WeRide Inc. enters the final stretch of June with the short rebuild from last week's note showing its first signs of stabilisation — but options traders have just sent the loudest caution signal of the past month.
The options angle is the standout this week. The put/call ratio jumped to 0.30 on Tuesday, nearly 2.7 standard deviations above its 20-day mean of 0.27 — the most defensive reading in recent history and well outside normal drift for a name that typically runs call-heavy. The PCR has only breached 0.30 twice in the past year, with the 52-week high sitting at 0.64. The absolute level is modest, but the z-score of 2.73 tells you the shift in sentiment is unusually sharp relative to recent behaviour. Options traders are hedging more aggressively, and they did it in a single session.
Short interest, by contrast, tells a slightly more mixed story. Bears added positions through most of last week, pushing SI up 7.7% on a weekly basis to 3.7% of free float — roughly 12.75 million shares. That confirms the pattern described in last week's note, where the previous short covering had fully reversed. But Tuesday brought a 4% single-day decline in shares short, the first meaningful pull-back in a week of otherwise persistent building. The ORTEX short score has eased marginally from its 59.98 peak on Sunday to 58.8 — still elevated but no longer climbing. Cost to borrow has risen 21% over the past week to just under 1%, and availability sits at 48.8% — tight, with roughly one share available for every two already on loan, though well above the 19% reading registered as recently as Sunday.
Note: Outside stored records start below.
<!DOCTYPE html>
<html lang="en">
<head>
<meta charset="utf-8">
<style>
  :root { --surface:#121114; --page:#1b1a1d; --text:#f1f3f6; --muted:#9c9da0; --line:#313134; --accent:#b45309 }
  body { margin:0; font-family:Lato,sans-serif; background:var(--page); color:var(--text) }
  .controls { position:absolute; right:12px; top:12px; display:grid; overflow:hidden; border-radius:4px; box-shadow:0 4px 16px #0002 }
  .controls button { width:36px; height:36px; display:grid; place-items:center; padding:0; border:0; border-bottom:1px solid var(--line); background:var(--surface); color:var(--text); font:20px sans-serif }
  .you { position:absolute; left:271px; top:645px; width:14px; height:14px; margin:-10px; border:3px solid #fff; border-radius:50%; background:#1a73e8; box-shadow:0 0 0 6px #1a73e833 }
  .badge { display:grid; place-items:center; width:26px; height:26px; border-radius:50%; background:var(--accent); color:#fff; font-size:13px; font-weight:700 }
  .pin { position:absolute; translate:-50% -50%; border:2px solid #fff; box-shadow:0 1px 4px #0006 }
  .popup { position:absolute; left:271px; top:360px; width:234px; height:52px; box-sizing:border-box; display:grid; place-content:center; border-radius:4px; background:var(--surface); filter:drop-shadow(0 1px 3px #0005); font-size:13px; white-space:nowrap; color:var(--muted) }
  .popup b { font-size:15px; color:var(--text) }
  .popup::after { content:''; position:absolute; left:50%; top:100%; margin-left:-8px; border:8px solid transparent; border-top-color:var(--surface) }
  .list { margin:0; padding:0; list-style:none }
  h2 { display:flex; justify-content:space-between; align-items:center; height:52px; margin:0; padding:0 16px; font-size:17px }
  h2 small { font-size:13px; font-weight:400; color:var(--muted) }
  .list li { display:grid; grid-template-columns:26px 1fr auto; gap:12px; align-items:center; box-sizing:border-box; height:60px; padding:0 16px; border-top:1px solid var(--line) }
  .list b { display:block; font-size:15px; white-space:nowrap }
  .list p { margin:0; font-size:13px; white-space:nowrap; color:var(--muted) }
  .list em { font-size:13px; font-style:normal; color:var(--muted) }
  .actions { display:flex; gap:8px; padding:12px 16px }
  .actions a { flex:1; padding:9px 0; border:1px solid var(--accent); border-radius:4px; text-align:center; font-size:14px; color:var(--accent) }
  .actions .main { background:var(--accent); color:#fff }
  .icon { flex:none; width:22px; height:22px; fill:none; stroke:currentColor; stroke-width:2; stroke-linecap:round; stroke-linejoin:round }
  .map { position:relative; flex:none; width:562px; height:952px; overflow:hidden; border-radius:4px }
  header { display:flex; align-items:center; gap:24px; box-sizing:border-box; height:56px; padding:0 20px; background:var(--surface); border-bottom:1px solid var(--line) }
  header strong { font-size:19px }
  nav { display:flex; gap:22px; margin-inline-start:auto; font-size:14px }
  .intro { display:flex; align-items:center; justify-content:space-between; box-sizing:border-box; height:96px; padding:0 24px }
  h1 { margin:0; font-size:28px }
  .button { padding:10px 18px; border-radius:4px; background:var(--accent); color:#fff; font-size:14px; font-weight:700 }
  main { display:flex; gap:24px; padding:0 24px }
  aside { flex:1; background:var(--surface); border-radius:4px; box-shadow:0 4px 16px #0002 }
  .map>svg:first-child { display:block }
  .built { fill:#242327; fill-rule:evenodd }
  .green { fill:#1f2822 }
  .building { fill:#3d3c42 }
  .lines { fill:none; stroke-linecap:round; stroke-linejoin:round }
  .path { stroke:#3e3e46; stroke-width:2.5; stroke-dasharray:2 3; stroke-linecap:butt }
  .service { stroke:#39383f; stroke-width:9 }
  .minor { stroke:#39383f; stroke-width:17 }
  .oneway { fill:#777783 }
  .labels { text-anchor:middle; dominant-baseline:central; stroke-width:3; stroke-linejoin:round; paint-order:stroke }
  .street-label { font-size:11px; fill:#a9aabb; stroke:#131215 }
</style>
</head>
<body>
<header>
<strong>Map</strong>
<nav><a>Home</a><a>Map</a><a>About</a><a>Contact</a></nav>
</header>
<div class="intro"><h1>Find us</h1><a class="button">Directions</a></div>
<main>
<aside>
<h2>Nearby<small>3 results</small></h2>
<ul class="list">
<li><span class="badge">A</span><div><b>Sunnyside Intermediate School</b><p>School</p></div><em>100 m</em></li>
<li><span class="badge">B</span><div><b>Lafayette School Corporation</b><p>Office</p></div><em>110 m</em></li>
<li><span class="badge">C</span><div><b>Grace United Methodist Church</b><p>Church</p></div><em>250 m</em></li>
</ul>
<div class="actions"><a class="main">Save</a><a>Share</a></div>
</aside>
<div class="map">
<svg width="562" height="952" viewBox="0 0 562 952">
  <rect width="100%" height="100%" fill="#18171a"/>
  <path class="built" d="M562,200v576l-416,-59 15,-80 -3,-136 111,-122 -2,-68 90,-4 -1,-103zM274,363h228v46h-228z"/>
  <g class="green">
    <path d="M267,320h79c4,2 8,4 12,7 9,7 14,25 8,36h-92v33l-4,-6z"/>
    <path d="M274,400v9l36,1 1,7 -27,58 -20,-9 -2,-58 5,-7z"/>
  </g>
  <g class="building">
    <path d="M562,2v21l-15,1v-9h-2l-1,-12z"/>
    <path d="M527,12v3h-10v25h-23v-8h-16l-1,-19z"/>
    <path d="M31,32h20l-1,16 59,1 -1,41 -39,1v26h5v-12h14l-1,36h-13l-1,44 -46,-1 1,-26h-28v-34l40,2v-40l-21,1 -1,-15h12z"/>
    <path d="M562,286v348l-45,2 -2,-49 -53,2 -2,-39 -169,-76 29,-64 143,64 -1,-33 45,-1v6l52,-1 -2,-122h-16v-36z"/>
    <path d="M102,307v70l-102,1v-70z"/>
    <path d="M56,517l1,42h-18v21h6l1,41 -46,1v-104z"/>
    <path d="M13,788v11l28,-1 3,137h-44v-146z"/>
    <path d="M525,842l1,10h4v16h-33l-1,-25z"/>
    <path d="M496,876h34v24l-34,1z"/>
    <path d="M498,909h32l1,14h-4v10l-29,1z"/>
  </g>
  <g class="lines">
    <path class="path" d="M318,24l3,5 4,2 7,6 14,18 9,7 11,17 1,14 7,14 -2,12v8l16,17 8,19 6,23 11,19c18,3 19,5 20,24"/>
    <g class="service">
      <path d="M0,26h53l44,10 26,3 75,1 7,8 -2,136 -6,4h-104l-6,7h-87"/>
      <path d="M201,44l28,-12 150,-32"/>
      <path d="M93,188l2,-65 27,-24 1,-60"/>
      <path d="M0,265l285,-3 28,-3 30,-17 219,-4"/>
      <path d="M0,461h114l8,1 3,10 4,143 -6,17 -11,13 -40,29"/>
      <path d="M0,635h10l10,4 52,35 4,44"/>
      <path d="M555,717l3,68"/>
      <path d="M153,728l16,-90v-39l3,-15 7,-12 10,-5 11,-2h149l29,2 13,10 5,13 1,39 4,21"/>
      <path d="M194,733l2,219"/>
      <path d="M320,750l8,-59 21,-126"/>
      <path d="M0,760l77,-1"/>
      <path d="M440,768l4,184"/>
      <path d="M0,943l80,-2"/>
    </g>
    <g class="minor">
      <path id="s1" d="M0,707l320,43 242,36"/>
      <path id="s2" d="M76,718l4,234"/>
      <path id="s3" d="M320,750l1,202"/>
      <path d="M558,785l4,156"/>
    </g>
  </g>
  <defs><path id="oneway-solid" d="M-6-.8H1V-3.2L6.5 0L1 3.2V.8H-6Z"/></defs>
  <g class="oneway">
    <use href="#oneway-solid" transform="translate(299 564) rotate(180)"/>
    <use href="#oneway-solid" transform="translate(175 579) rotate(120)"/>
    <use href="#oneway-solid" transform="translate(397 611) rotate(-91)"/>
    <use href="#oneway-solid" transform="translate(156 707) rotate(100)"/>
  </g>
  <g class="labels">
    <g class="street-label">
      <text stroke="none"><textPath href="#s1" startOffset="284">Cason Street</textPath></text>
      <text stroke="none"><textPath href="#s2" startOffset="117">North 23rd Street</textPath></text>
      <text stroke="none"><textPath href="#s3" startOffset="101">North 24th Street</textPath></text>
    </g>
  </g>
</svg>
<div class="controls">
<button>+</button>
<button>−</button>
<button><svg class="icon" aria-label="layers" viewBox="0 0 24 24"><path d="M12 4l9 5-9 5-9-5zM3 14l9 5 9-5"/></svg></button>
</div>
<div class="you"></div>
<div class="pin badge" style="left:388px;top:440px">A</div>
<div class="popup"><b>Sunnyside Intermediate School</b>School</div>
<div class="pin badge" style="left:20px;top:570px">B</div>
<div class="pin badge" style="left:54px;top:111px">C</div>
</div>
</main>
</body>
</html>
The lending market is tight without being extreme, and the cost has not yet repriced enough to meaningfully deter new shorts.
The Street remains constructive on paper, though the analyst data carries a substantial staleness caveat. All coverage was initiated between late 2024 and March 2026, with the most recent initiation — HSBC's Buy at $11.40 — arriving in March. The mean consensus price target of $96.69 is almost certainly a data artefact and should be disregarded entirely; individual initiation targets of $11–$23 are the operative reference points for a stock trading at $6.30. With those targets in mind, every analyst who has covered WRD at initiation has rated it Buy or equivalent, yet the stock trades at roughly half even the lowest published target. The price-to-book multiple of 2.6x has compressed by 0.34 points over 30 days, consistent with a market that is rerating the story lower despite no change in analyst consensus direction. The 90-day EPS momentum factor ranks in the 97th percentile — a genuine bright spot — but 30-day EPS momentum ranks only in the 18th, suggesting the near-term earnings trajectory is still cloudy.
The ownership structure adds context to why the stock is sensitive to sentiment shifts. Uber Technologies became a notable holder in Q1 2026, acquiring 18.75 million shares — a strategic stake that validates the robotaxi commercialisation angle flagged in WeRide's recent partnership announcement. Morgan Stanley's asset management arm added nearly 8.9 million shares in the same period. These are material votes of confidence from sophisticated holders. Against that, the 90-day insider record shows a 5% shareholder buying 4.74 million shares at $2.49 back in March — those shares are now 153% in the money, which could become a supply overhang consideration as the stock pulls back toward the lower $6 range.
With next earnings pencilled in for July 27 and the stock down 11.8% over the past month to $6.30, the most important watch-point is whether the options caution signal proves a one-day anomaly or the start of a sustained defensive tilt heading into the Q2 print — and whether availability, currently recovering from Sunday's 19% trough, tightens back toward that level as the earnings date approaches.